SIPMSY_120106_190
Existing comment:
Bulk Mail Centers -- Streamlining the mail flow:
Lots of businesses send out millions of pieces of mail -- from magazines to sweepstakes entries -- sometimes in a single day. The USPS has worked out a system with businesses like this so they take on some of the work of preparing and sorting the mail, and the USPS gives them a discount on the postage. Take a magazine, for example.

Judy Franklin's aunt and uncle buy her a subscription to the new Nintendo Power Magazine for her 11th birthday. They mail in the subscription request, and the magazine's distributor is notified to add the Franklin residence in Norman, OK, to the list of recipients.
The company that mails Nintendo Power prints postage and an address label [on] each copy, and sorts the magazines to the first three digits of their ZIP Codes before stacking them on a pallet. These pallets are then shipped to the nearest Bulk Mail Center.
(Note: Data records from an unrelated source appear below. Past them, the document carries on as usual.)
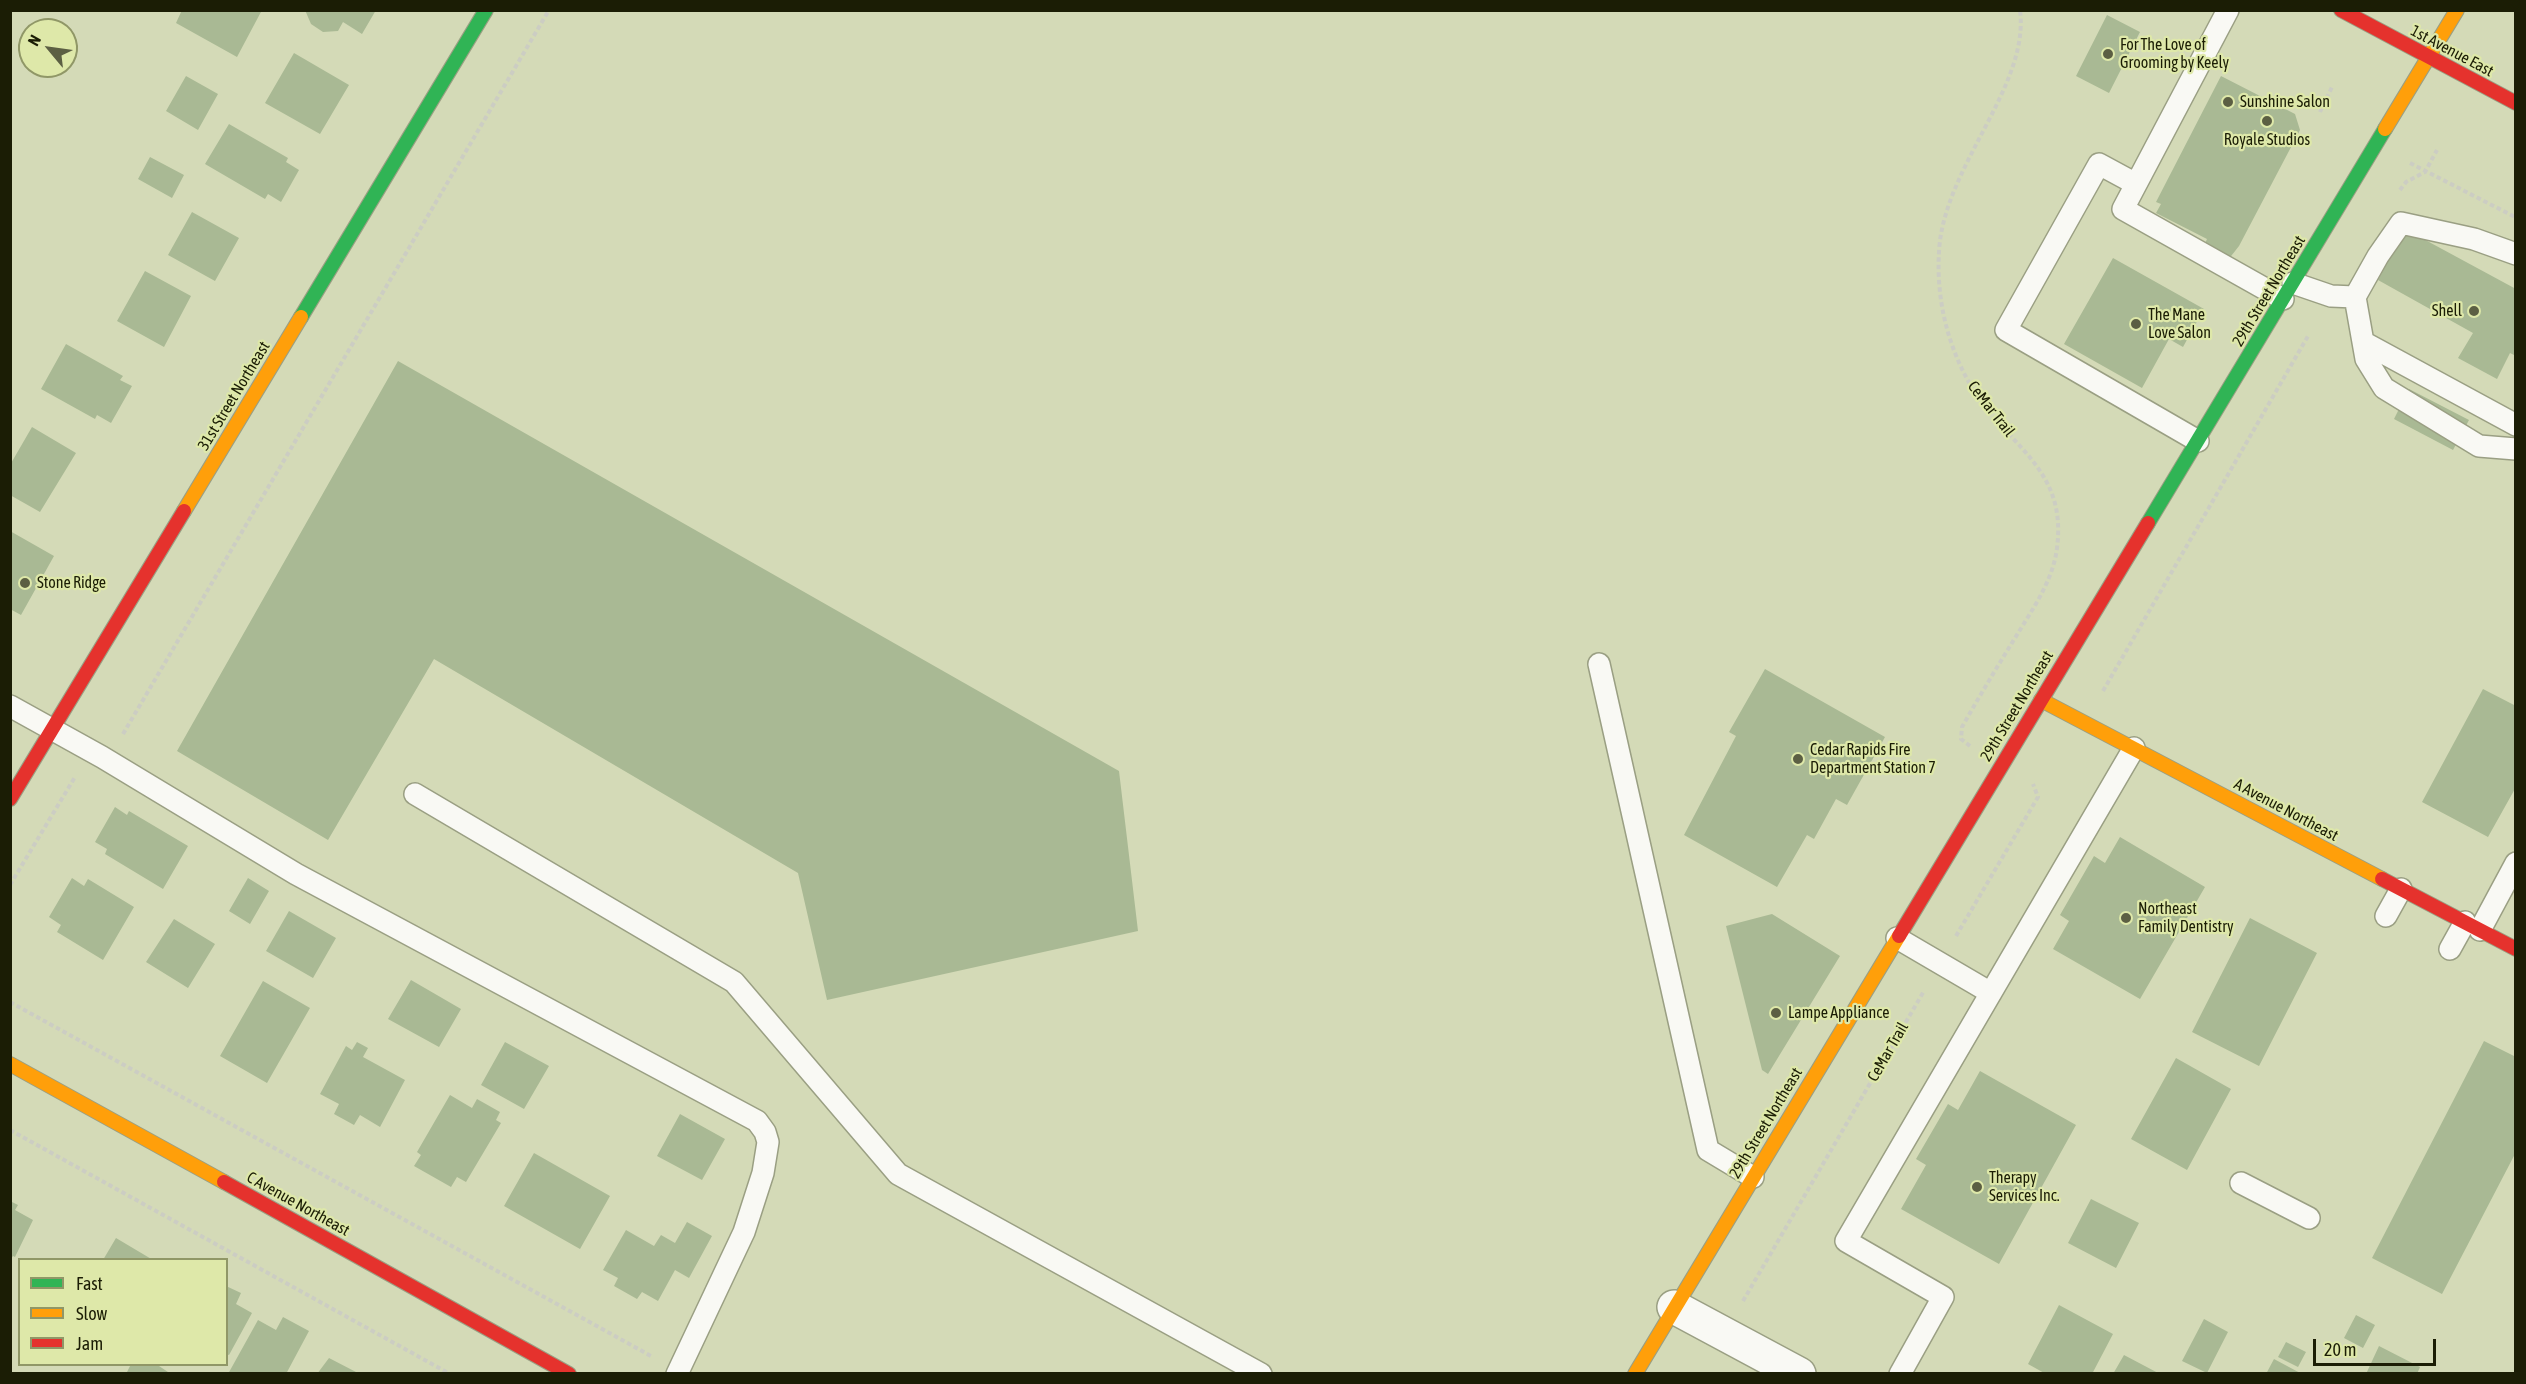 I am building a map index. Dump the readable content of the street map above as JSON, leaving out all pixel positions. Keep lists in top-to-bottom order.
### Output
{
  "streets": {
    "street": [
      "1st Avenue East",
      "29th Street Northeast",
      "31st Street Northeast",
      "A Avenue Northeast",
      "C Avenue Northeast"
    ],
    "path": ["CeMar Trail"]
  },
  "crossings": [
    ["1st Avenue East", "29th Street Northeast"],
    ["29th Street Northeast", "A Avenue Northeast"]
  ],
  "places": [
    "For The Love of Grooming by Keely",
    "Sunshine Salon",
    "Royale Studios",
    "Shell",
    "The Mane Love Salon",
    "Stone Ridge",
    "Cedar Rapids Fire Department Station 7",
    "Northeast Family Dentistry",
    "Lampe Appliance",
    "Therapy Services Inc."
  ],
  "legend": ["Fast", "Slow", "Jam"],
  "scale_bar": "20 m",
  "north": "top left"
} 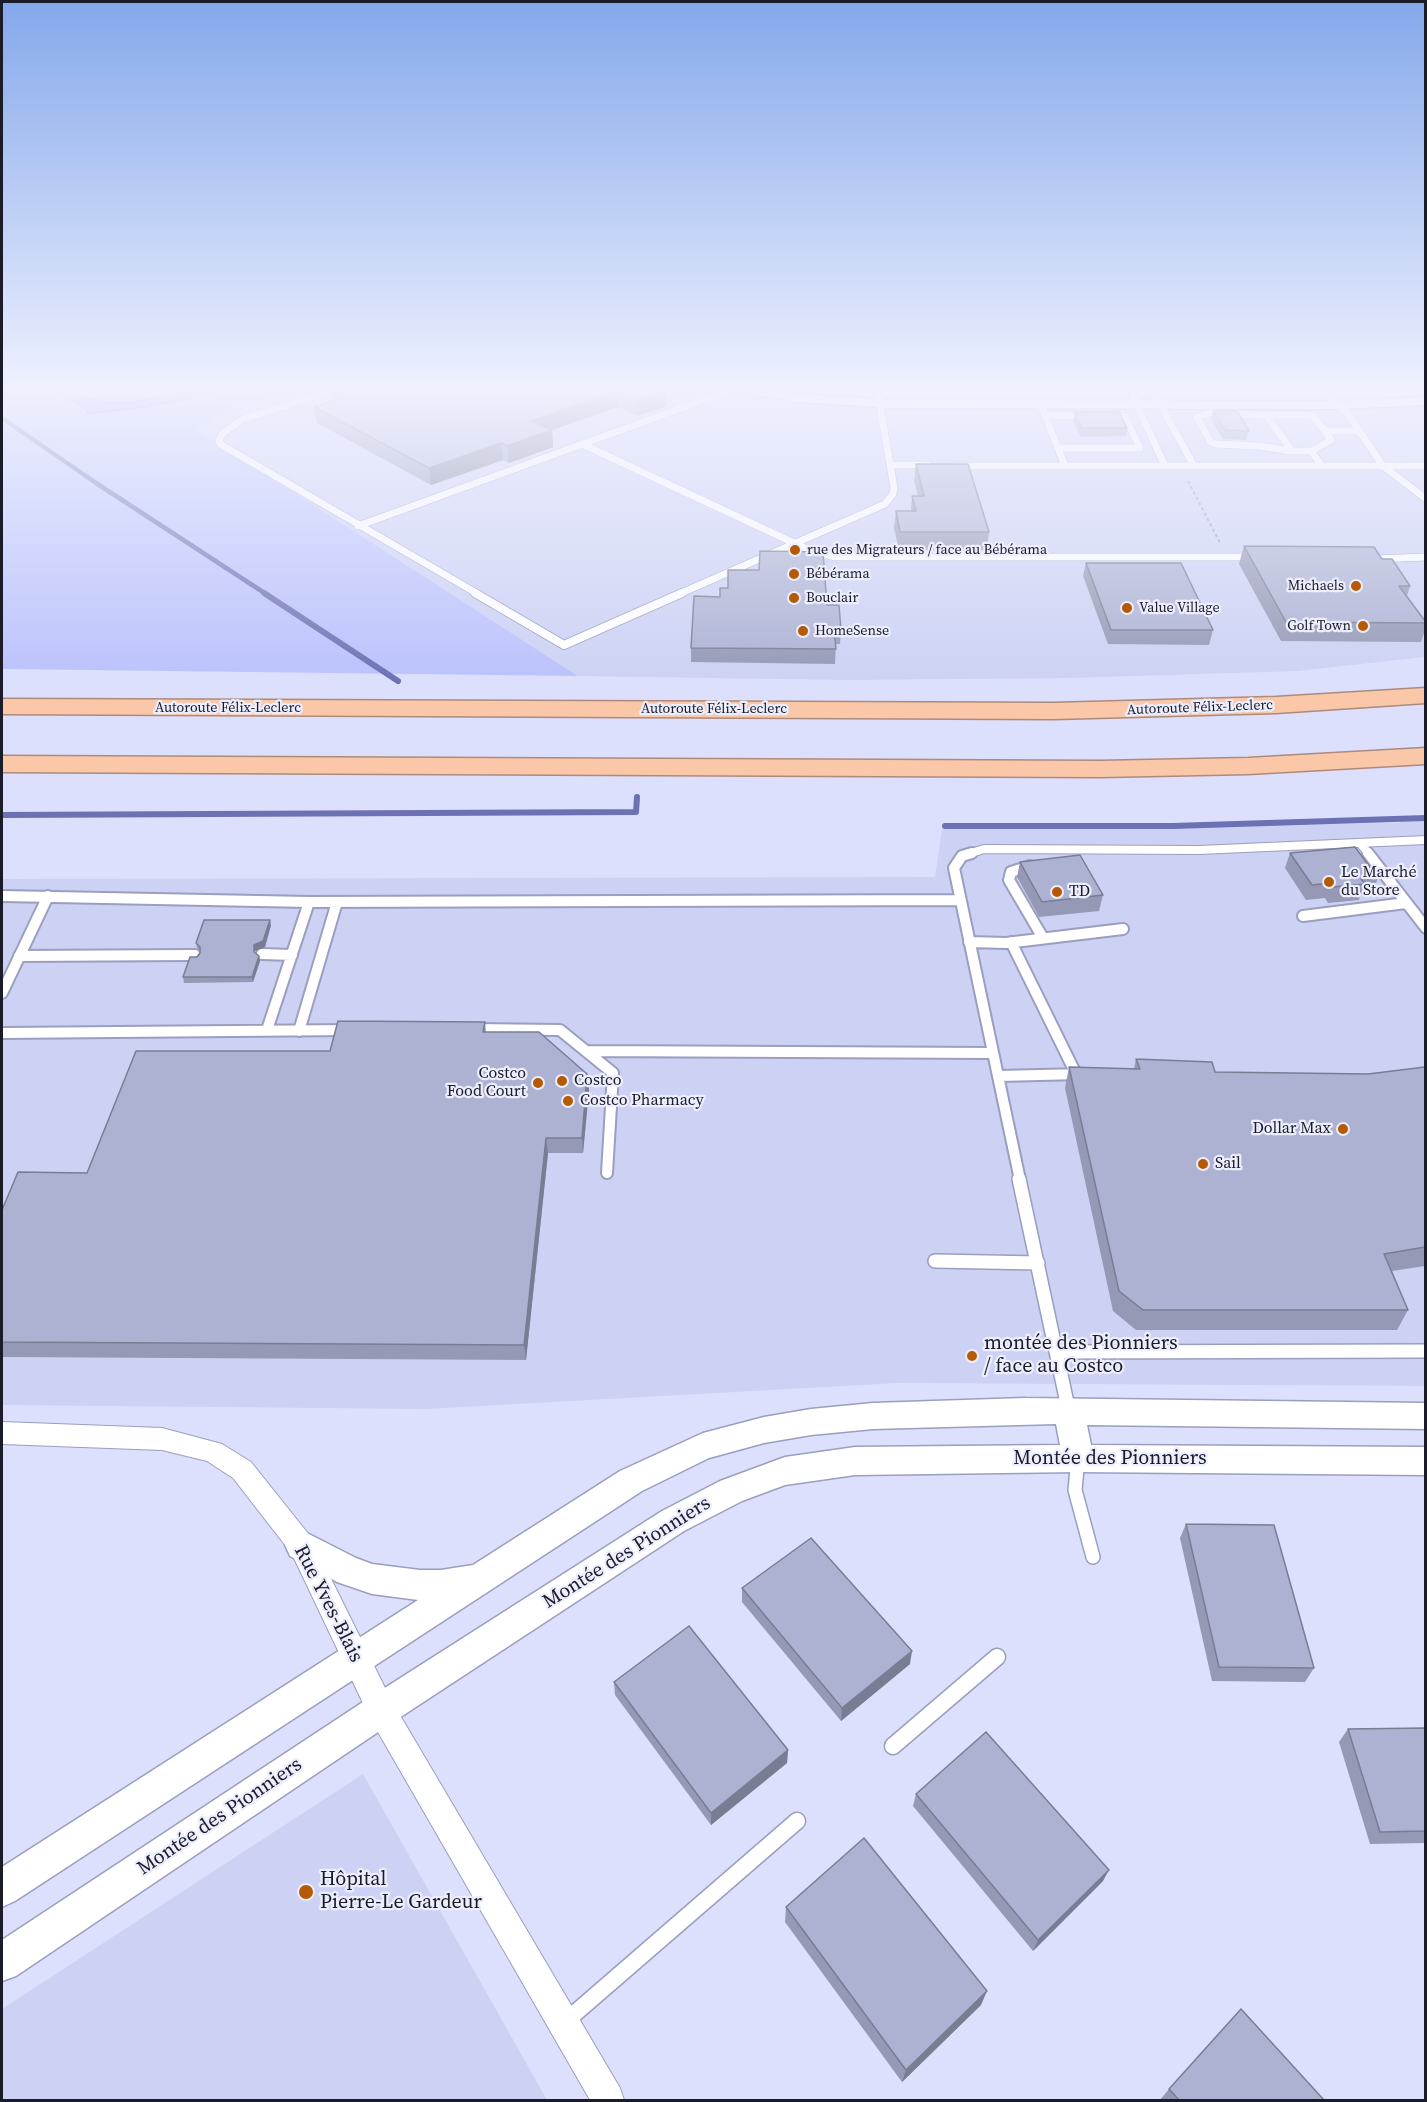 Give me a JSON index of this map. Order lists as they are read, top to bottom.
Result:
{
  "streets": {
    "highway": ["Autoroute Félix-Leclerc"],
    "street": ["Montée des Pionniers", "Rue Yves-Blais"]
  },
  "crossings": [
    ["Montée des Pionniers", "Rue Yves-Blais"]
  ],
  "places": [
    "rue des Migrateurs / face au Bébérama",
    "Bébérama",
    "Michaels",
    "Bouclair",
    "Value Village",
    "Golf Town",
    "HomeSense",
    "Le Marché du Store",
    "TD",
    "Costco",
    "Costco Food Court",
    "Costco Pharmacy",
    "Dollar Max",
    "Sail",
    "montée des Pionniers / face au Costco",
    "Hôpital Pierre-Le Gardeur"
  ]
}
At the Bulk Mail Center, the pallet is spot-checked to make sure that the mailer has been accurate about the number of magazines shipped, weight, etc. The magazines are then sorted there, and shipped out to different postal facilities across the country. Judy's magazine goes to the Norman, OK Processing and Distribution Center, where the magazine is sorted into the rest of the mail stream and sorted down to the appropriate local post office.

Twenty-one of the new Bulk Mail Centers were built in the 1980s. The Postal Service hoped to keep up with the rising ride of commercial mass mailings by crisscrossing the nation with a network of specialized centers, and by implementing pricing policies that encouraged mailers to carry some of the burden of sorting and transporting the mail.